#### REQUIRED WORK:
Exactly the lines below from the one with "display:grid; grid-template-columns:26px 1fr" up to and including the one with "font-size:13px; font-style:normal; color:var(--muted)" make up the answer, with nothing else added.

[Stored data entries]
=-=-=

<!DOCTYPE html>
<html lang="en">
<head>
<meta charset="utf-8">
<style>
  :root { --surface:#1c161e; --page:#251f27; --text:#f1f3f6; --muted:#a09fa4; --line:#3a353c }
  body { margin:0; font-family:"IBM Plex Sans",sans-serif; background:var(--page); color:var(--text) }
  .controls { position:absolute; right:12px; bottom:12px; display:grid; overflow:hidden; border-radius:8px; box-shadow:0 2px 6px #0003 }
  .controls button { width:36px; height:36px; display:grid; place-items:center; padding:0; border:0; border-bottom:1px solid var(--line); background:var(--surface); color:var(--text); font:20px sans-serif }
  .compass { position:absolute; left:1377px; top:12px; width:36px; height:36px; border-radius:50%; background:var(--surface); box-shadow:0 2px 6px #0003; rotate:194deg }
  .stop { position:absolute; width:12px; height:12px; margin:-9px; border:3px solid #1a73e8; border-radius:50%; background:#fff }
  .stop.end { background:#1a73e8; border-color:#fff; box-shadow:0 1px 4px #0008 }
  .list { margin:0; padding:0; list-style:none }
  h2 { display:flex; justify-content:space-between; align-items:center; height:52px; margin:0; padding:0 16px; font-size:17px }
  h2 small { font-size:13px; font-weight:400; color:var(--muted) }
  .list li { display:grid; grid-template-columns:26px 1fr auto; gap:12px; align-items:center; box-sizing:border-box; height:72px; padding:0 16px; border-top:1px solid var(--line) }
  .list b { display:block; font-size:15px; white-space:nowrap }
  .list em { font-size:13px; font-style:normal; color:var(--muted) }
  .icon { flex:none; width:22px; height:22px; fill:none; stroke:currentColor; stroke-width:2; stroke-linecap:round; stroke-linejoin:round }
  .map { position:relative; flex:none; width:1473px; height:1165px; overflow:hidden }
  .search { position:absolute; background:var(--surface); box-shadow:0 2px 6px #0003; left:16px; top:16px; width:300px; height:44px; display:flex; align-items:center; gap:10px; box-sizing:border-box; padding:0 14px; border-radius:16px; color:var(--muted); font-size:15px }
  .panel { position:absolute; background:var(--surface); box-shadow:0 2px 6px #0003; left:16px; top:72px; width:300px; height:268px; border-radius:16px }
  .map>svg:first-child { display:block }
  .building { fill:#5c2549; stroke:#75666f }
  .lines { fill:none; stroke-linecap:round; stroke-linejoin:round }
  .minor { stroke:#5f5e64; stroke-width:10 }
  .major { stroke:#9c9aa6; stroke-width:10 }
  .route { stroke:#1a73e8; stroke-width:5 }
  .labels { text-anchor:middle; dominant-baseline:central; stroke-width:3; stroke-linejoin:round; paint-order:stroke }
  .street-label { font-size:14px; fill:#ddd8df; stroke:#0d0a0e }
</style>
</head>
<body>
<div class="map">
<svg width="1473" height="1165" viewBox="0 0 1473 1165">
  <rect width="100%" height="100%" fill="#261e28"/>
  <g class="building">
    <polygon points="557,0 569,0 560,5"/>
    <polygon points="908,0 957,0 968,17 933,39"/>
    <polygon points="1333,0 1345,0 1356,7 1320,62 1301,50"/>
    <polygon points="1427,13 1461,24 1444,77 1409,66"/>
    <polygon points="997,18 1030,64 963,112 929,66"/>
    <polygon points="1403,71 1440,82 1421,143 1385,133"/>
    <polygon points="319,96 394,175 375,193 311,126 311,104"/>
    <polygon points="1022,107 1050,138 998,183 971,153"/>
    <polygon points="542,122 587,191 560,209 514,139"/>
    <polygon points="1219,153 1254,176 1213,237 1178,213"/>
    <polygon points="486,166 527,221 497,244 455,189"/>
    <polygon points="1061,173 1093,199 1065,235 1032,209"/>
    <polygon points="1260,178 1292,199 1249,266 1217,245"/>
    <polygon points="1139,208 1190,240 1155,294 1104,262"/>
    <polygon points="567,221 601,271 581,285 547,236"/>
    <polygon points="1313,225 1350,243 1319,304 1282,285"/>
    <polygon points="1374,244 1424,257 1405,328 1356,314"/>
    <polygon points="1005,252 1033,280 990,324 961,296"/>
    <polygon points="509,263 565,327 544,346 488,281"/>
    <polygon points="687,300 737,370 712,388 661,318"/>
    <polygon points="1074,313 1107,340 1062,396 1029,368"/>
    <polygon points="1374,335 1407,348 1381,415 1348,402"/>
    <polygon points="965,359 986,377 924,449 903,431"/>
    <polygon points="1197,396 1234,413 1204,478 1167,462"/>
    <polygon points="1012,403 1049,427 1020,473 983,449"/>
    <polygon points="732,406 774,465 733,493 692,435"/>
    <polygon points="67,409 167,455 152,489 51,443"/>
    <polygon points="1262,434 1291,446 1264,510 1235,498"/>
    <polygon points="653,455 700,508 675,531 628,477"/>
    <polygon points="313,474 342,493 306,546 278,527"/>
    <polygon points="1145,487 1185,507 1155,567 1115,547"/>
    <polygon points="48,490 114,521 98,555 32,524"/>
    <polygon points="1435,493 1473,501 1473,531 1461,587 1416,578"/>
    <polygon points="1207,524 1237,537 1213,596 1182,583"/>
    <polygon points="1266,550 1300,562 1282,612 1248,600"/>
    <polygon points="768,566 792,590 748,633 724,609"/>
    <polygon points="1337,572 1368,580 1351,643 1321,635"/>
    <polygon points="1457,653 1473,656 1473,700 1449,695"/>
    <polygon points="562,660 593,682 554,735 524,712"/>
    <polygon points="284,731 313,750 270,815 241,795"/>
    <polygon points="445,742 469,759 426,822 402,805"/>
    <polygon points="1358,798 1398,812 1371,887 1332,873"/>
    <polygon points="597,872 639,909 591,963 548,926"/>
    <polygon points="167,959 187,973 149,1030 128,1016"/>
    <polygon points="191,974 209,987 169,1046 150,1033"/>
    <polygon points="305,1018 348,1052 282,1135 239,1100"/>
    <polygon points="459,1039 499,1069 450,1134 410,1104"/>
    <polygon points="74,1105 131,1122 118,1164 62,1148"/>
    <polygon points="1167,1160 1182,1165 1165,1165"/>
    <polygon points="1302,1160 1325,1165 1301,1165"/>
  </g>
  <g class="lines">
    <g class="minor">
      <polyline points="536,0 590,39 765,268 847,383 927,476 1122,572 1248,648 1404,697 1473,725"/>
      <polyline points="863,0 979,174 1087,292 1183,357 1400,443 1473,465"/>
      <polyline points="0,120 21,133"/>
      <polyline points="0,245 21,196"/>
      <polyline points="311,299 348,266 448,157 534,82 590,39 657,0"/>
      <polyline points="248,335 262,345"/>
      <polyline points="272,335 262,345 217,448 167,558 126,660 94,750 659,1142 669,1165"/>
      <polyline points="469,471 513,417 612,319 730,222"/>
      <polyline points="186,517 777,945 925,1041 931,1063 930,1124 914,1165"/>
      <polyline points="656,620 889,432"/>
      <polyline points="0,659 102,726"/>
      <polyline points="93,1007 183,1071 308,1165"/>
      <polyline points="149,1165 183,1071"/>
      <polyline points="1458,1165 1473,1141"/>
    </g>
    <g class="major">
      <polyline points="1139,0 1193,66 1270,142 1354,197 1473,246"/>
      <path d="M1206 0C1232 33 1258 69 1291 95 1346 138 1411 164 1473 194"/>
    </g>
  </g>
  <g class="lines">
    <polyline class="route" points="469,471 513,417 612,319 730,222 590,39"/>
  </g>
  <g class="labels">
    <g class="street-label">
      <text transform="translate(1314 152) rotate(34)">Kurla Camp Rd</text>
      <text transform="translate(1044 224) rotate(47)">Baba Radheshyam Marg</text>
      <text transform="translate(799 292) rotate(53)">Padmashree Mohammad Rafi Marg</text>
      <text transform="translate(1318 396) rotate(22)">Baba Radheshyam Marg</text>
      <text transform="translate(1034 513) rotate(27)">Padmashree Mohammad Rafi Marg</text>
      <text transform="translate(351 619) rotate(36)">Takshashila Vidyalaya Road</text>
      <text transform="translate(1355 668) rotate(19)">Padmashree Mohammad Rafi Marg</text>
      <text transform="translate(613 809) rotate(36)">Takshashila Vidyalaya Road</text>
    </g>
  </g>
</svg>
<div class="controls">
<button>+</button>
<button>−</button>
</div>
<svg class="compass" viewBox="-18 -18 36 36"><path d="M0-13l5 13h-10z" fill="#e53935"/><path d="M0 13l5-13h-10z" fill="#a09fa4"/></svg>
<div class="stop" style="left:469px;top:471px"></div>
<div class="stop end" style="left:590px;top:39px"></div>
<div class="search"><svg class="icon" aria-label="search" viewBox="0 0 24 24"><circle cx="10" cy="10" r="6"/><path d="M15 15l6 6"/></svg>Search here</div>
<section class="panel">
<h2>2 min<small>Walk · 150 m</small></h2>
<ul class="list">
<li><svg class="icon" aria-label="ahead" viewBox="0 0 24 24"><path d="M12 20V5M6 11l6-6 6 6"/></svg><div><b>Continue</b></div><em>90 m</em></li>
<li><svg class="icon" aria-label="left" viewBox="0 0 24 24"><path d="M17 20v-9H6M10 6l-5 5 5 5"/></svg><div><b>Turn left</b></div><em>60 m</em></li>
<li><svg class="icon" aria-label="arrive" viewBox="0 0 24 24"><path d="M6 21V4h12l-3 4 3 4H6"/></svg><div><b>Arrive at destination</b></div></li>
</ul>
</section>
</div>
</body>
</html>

=-=-=

#### TASK OUTPUT:
  .list li { display:grid; grid-template-columns:26px 1fr auto; gap:12px; align-items:center; box-sizing:border-box; height:72px; padding:0 16px; border-top:1px solid var(--line) }
  .list b { display:block; font-size:15px; white-space:nowrap }
  .list em { font-size:13px; font-style:normal; color:var(--muted) }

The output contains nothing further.